What this task involves:
Report every line of the records below that includes the string "data".
──────── Provided material ────────
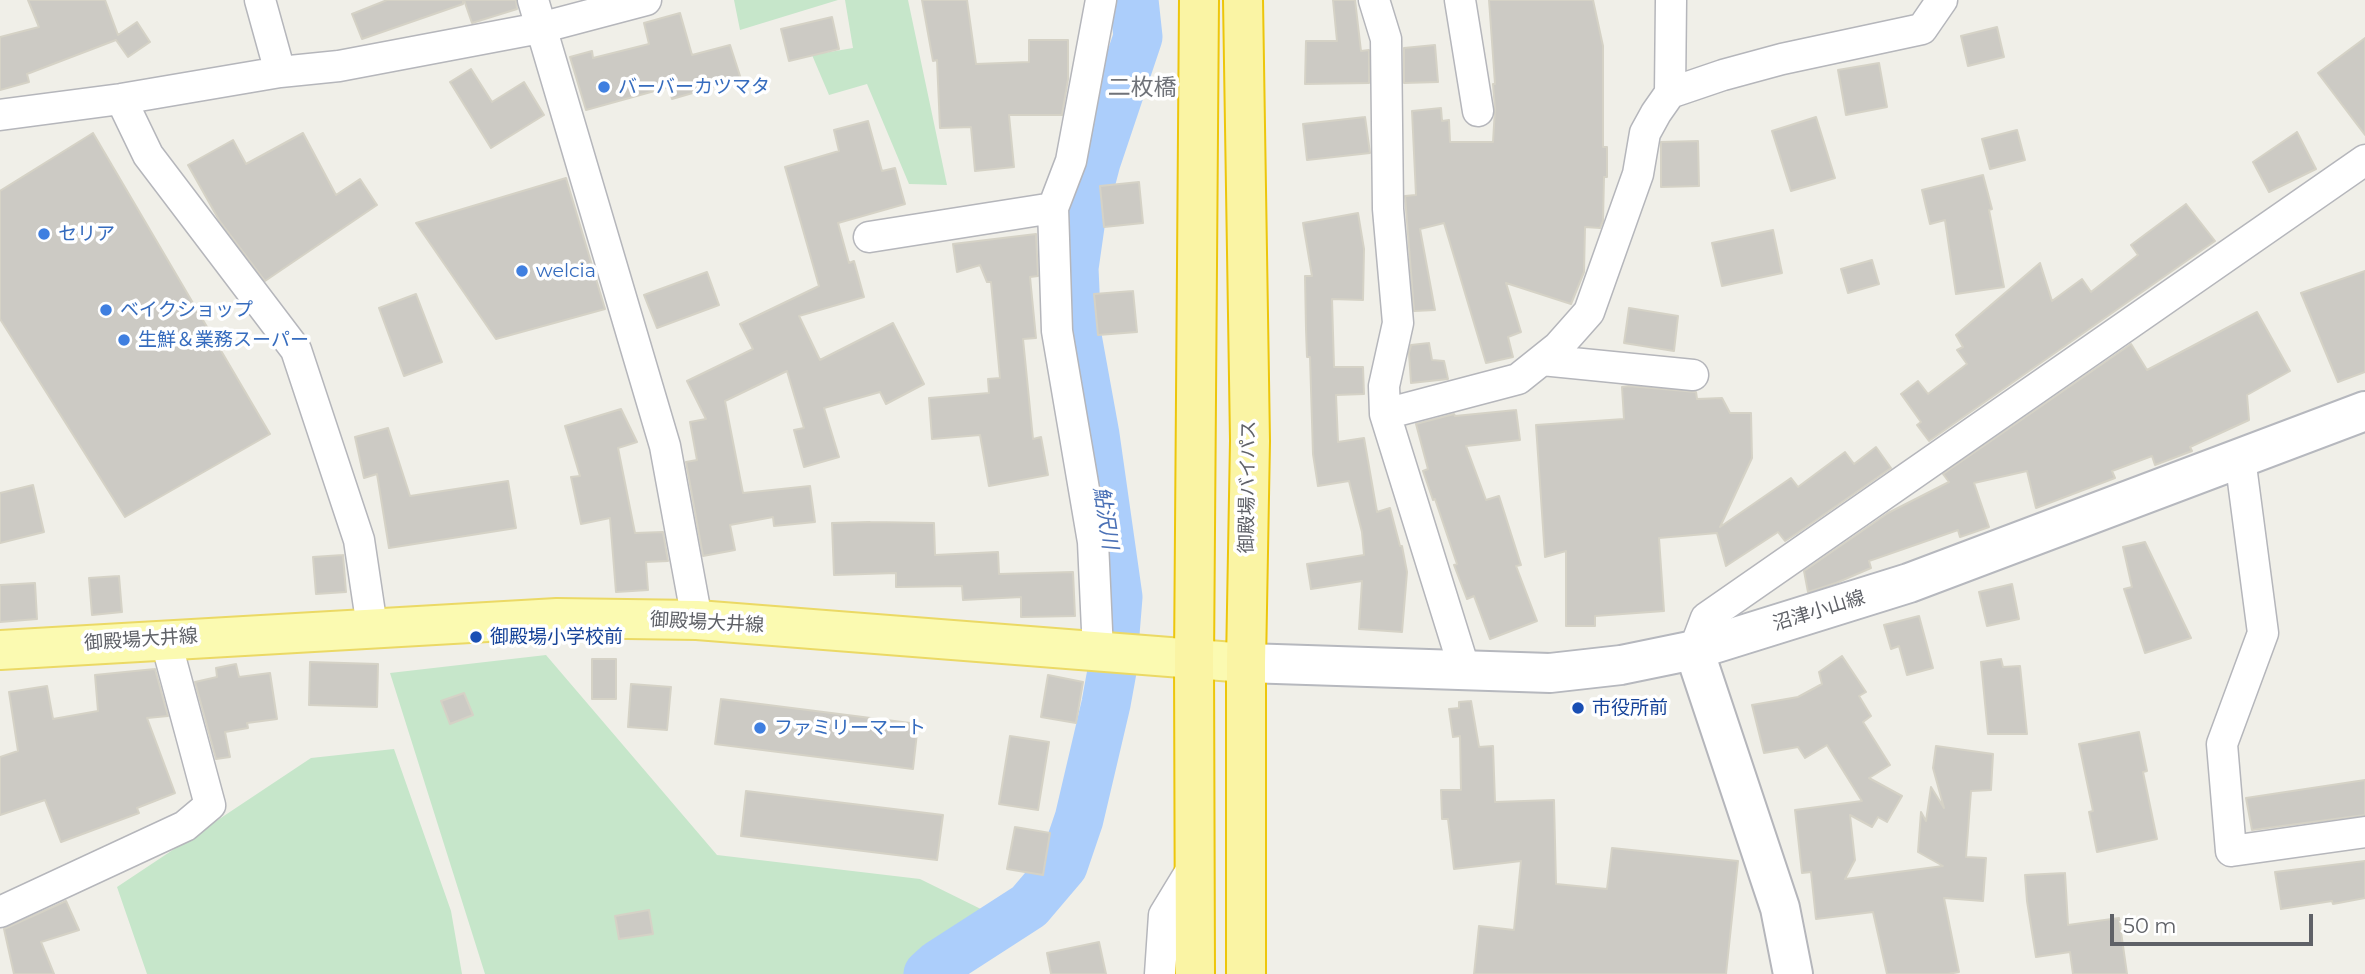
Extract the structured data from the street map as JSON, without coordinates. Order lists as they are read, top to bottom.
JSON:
{
  "streets": {
    "highway": ["御殿場バイパス"],
    "main road": ["沼津小山線", "御殿場大井線"]
  },
  "crossings": [
    ["御殿場バイパス", "沼津小山線"],
    ["御殿場バイパス", "御殿場大井線"],
    ["沼津小山線", "御殿場大井線"]
  ],
  "districts": ["二枚橋"],
  "water": ["鮎沢川"],
  "places": [
    "バーバーカツマタ",
    "セリア",
    "welcia",
    "ベイクショップ",
    "生鮮＆業務スーパー",
    "御殿場小学校前",
    "市役所前",
    "ファミリーマート"
  ],
  "scale_bar": "50 m"
}
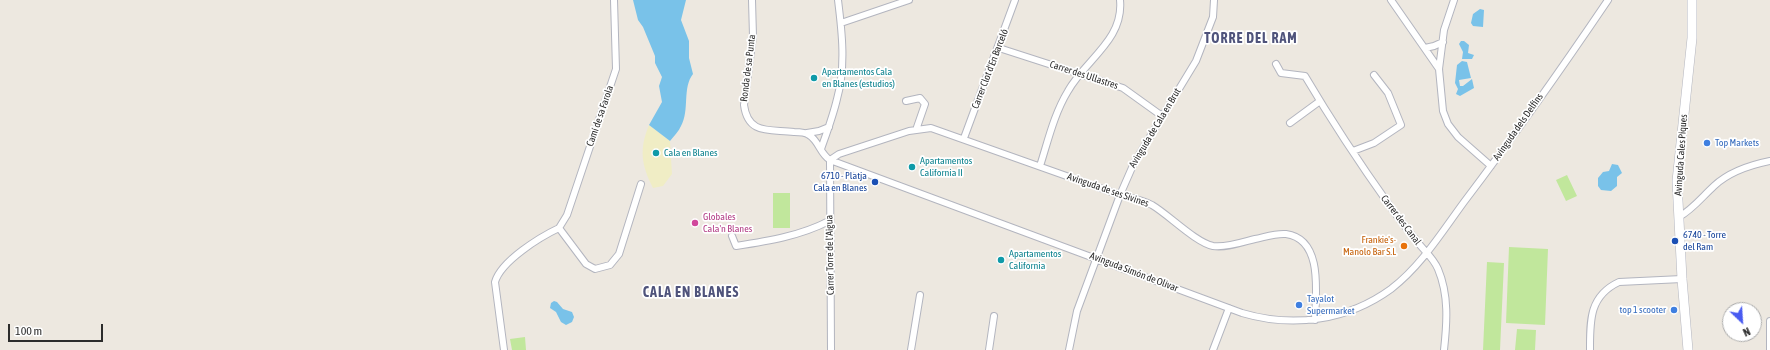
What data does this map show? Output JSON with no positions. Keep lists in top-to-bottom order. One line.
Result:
{"streets":{"street":["Ronda de sa Punta","Carrer Clot d'En Barceló","Carrer des Ullastres","Camí de sa Farola","Avinguda dels Delfins","Avinguda de Cala en Brut","Avinguda Cales Piques","Avinguda de ses Sivines","Carrer des Canal","Carrer Torre de l'Aigua","Avinguda Simón de Olivar"]},"crossings":[["Carrer Clot d'En Barceló","Carrer des Ullastres"],["Carrer Clot d'En Barceló","Avinguda de ses Sivines"],["Carrer des Ullastres","Avinguda de Cala en Brut"],["Avinguda dels Delfins","Carrer des Canal"],["Avinguda dels Delfins","Avinguda Simón de Olivar"],["Avinguda de Cala en Brut","Avinguda de ses Sivines"],["Avinguda de Cala en Brut","Avinguda Simón de Olivar"],["Avinguda de ses Sivines","Carrer Torre de l'Aigua"],["Avinguda de ses Sivines","Avinguda Simón de Olivar"],["Carrer des Canal","Avinguda Simón de Olivar"],["Carrer Torre de l'Aigua","Avinguda Simón de Olivar"]],"districts":["TORRE DEL RAM","CALA EN BLANES"],"places":["Apartamentos Cala en Blanes (estudios)","Top Markets","Cala en Blanes","Apartamentos California II","6710 - Platja Cala en Blanes","Globales Cala'n Blanes","6740 - Torre del Ram","Frankie's- Manolo Bar S.L","Apartamentos California","Tayalot Supermarket","top 1 scooter"],"scale_bar":"100 m","north":"bottom right"}
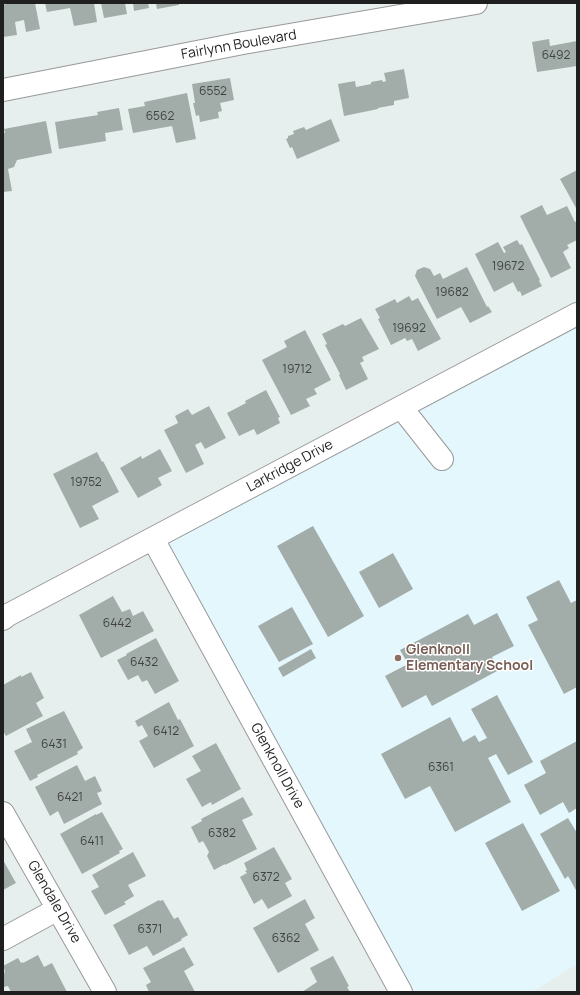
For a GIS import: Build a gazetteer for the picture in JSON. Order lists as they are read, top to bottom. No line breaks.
────────
Exercise response:
Extract the structured data from the street map as JSON, without coordinates. Order lists as they are read, top to bottom.
What data does this map show? Output JSON with no positions. Keep lists in top-to-bottom order. One line.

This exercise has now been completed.